Beat the traffic. Many visitors from the Sacramento area head straight to the big farms at the western end of the region, eagerly jumping off at the first exit, Schnell School Road, to enter Apple Hill. On busy October days, this route is often clogged and slow. Bypass traffic jams by being patient and starting at one of the easternmost exits (such as Barkley Road or Carson Road; although Carson Road traverses the whole region and houses many big players at its western end, its intersection with Highway 50 is farther east), working your way back toward the west. You’ll avoid the crowds with your “reverse commute” and be that much closer to home when you’re ready to call it a day.
Stay hydrated. The foothills can still be warm in October, and although most bakeshops sell bottled water, relying on that can get pricey. We suggest bringing a reusable water bottle (many farms have drinking fountains for refilling), or, better yet, start with a cooler full of iced H2O bottles, which you can swap out for homebound treats as the day progresses.

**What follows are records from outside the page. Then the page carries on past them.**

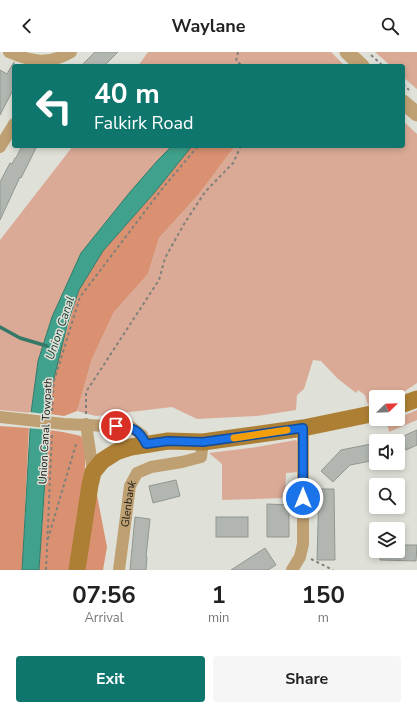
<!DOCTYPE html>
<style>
:root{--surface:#fff;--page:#f6f6f6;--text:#222;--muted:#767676;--accent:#0f766e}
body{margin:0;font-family:"Nunito Sans",sans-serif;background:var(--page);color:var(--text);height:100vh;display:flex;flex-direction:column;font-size:15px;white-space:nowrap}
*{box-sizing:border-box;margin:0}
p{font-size:13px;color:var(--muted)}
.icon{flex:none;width:22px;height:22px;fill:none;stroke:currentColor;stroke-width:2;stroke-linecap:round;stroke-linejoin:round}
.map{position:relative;height:518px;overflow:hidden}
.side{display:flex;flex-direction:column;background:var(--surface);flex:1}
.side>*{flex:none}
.guide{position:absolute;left:12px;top:12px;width:393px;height:84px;border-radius:4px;box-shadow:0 2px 6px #0003;background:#0f766e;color:#fff;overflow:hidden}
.needle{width:26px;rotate:67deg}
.tools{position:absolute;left:369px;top:338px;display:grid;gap:8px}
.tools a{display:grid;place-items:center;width:36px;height:36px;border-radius:4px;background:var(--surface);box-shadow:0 2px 6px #0003;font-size:20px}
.pin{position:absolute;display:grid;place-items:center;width:34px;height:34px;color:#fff;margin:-17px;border:2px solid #fff;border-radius:50%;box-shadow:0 1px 4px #0007}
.me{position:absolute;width:44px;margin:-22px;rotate:0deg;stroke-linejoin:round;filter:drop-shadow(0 0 3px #0008)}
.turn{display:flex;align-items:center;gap:14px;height:84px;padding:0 16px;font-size:18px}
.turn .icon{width:52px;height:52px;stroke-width:2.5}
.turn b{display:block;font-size:28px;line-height:34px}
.eta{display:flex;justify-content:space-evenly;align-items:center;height:68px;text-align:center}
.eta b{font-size:24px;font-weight:700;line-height:28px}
.action{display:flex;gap:8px;margin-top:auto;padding:8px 16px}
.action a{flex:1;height:46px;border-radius:4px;background:var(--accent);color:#fff;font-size:16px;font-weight:700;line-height:46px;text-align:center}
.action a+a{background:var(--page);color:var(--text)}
header{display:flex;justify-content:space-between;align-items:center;height:52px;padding:0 16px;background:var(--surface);font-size:18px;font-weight:700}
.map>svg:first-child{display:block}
.green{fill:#daaa96}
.forest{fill:#d99172}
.water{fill:#40a28c;stroke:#347968}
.pier{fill:#dfe0d7}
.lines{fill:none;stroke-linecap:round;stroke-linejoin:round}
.stream{stroke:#347968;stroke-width:3.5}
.building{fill:#b1b7b0;stroke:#919791}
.path{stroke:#80807a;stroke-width:2;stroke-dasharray:3 3;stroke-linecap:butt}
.minor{stroke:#bfa072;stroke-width:12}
.tertiary{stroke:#bfa072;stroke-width:15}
.secondary{stroke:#ad7f34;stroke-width:17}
.route-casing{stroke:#114b97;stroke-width:10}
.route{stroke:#1a73e8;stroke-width:7}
.slow{stroke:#f59e0b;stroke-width:7}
.labels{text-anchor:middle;stroke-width:3;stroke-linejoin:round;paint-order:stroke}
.street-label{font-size:11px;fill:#181815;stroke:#dfe0d7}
.water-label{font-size:12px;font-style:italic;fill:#174238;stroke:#dfe0d7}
</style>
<header><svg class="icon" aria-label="back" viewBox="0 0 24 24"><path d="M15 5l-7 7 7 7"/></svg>Waylane<svg class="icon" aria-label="search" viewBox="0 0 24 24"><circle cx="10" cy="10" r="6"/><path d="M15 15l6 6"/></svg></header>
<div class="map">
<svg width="417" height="518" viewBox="0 0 417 518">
<rect width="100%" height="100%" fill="#dfe0d7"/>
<g class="green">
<polygon points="148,0 331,0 345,14 138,14"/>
<polygon points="375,0 417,0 417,37 403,25 403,14 391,14"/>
<polygon points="403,69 417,82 417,331 396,345 376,345 376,352 368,353 365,343 358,338 356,341 337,326 321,309 313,308 304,337 297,343 296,358 257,364 197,367 172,355 96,364 77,359 92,307 114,260 148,222 159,186 199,142 235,94 403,94"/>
<polygon points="73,94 172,94 158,108 130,140 81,201 52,265 38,309 31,361 0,358 0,188"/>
<polygon points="417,358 417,368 389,380 387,371"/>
<polygon points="296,388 299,394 299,420 286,421 285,446 222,448 222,412 209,401 257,395"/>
</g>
<g class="forest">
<polygon points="192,94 235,94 199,142 159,186 148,222 114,260 92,307 77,359 64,364 50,362 51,338 56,313 79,238 103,199 155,140"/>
<polygon points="0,374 29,376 22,518 0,518"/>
<path d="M49,378L63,380L81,384C93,405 75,491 72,518H39Z"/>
<polygon points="96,438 107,495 103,518 84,518"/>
</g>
<polygon class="water" points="172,94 192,94 155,140 103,199 79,238 68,270 51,338 39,518 22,518 31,361 38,309 52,265 81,201 130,140 158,108"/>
<polygon class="pier" points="29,360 52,363 51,378 27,376"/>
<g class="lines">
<polyline class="stream" points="0,275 20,286 47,294"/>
</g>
<g class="building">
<polygon points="95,0 118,0 104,14 81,14"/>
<polygon points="14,10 14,36 0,63 0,18 7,22"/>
<polygon points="22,94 37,94 21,126 20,125 0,168 0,130 10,111 12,112 15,106 16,106"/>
<polygon points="417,378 417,393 406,398 401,385"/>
<polygon points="376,391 376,408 350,413 333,430 321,419 341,398"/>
<polygon points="176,428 180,444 153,451 149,434"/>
<polygon points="319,437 334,437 335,508 317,508"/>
<polygon points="267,452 289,453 289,485 267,485"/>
<polygon points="135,465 150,467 146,505 147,505 146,518 130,518"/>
<rect x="216" y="465" width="32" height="20"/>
<polygon points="398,493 417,493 416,509 380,508 381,499 398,499"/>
<polygon points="265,496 276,513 268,518 231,518"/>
</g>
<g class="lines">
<g class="path">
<polyline points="238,0 236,9 243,14"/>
<polyline points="371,3 383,14"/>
<polyline points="403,32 409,38"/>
<polyline points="52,359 54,329 80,245 162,137 198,94"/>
<polyline points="86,362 86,340 159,228 165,206 184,172 205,140 233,111 241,94"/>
<polyline points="389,367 391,373 404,368"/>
<polyline points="48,487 76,392"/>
<polyline points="311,507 333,518"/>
<polyline points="46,518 52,381"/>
</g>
<g class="minor">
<path d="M9,0C32,10 49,13 71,0"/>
<polyline points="0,95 14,72"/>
<polyline points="0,365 64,372 131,375 142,383 146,392"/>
<polyline points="86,372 93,420"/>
<path id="s1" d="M119,518L130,434L137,421L151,415L182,410L201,405L203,390"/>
<polyline points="292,518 300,505 303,492 303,376"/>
</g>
<g class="tertiary">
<polyline points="347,0 362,14"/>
<polyline points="403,50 417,62"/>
</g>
<g class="secondary">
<polyline points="398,354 417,347"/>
<polyline points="77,518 90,433 93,420 102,409 116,400 131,395 168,389 203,390 246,384 303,376 376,361"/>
</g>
</g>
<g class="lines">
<g class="route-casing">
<path id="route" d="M116,374C132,375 139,377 146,392L168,389L203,390L303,376V446"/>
</g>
<use href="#route" class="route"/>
<polyline class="slow" points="234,386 287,378"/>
</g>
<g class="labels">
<g class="street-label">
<text transform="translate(45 379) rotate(-87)" y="4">Union Canal Towpath</text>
<text dy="4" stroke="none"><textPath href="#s1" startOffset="67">Glenbank</textPath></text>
</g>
<g class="water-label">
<text transform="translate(60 276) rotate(-71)" y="4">Union Canal</text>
</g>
</g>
</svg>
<div class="tools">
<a><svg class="needle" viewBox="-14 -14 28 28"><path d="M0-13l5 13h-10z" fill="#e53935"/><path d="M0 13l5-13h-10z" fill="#767676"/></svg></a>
<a><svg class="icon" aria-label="sound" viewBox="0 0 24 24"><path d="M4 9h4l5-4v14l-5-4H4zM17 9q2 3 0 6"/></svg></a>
<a><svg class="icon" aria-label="search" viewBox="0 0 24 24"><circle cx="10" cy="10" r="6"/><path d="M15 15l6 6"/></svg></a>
<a><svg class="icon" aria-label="layers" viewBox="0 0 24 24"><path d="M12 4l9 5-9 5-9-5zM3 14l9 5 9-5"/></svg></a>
</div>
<div class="pin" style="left:116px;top:374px;background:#d93025"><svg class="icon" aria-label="arrive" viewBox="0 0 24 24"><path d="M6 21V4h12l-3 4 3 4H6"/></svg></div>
<svg class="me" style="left:303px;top:446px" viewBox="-20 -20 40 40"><circle r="17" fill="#1a73e8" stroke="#fff" stroke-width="3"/><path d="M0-11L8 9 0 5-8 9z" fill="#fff"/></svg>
<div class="guide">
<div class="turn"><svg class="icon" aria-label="left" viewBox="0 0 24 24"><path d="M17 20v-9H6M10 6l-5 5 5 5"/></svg><div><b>40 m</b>Falkirk Road</div></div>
</div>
</div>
<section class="side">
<div class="eta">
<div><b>07:56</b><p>Arrival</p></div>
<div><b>1</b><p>min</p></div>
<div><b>150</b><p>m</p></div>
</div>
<div class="action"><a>Exit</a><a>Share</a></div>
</section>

Layer up and wear comfy shoes. A chilly morning often gives way to a blazing afternoon, so dress for changes in weather as well as lots of walking. Also, toss a blanket in the car, both for picnicking on and for swaddling sleepy folk as the air crisps up toward the end of the day.
Pack for a snack attack. Bring paper plates, a knife and other utensils so you can buy whole pies or cakes and enjoy them spontaneously when you stumble on that perfect picnic ground. A roll of paper towels and wet wipes are always good ideas, too.
Leave pets at home. As much as Fido may love it down on the farm—and even though most of the orchards on Apple Hill are canine-friendly—you’ll be limited in what you can see and do if you bring your four-legged best friend along. Association rules prohibit tying him up while you duck into a bakeshop or eatery (dogs must stay with their owners at all times), and since cars can heat up quickly even in the fall, letting him sit this one out is the better option.
Skip the stroller. Parking lots are frequently unpaved, terrain can be bumpy, and shops can be crowded, so if you’re bringing little ones, consider using a backpack or other carriers, as strollers may be more hassle than they’re worth. For walks or U-pick excursions, a collapsible wagon is a great choice for transporting your brood—and it can do double duty as a fruit-hauler.
Be patient. With more than a million visitors every year, the Camino apple farms are a hot ticket, so you may have to wait for parking spots or pies. Take a deep breath—remember it’s all part of the experience—or consider postponing your visit until after October, when the crowds thin. All the farms are still open in November, an equally lovely and less thronged time to visit the foothills.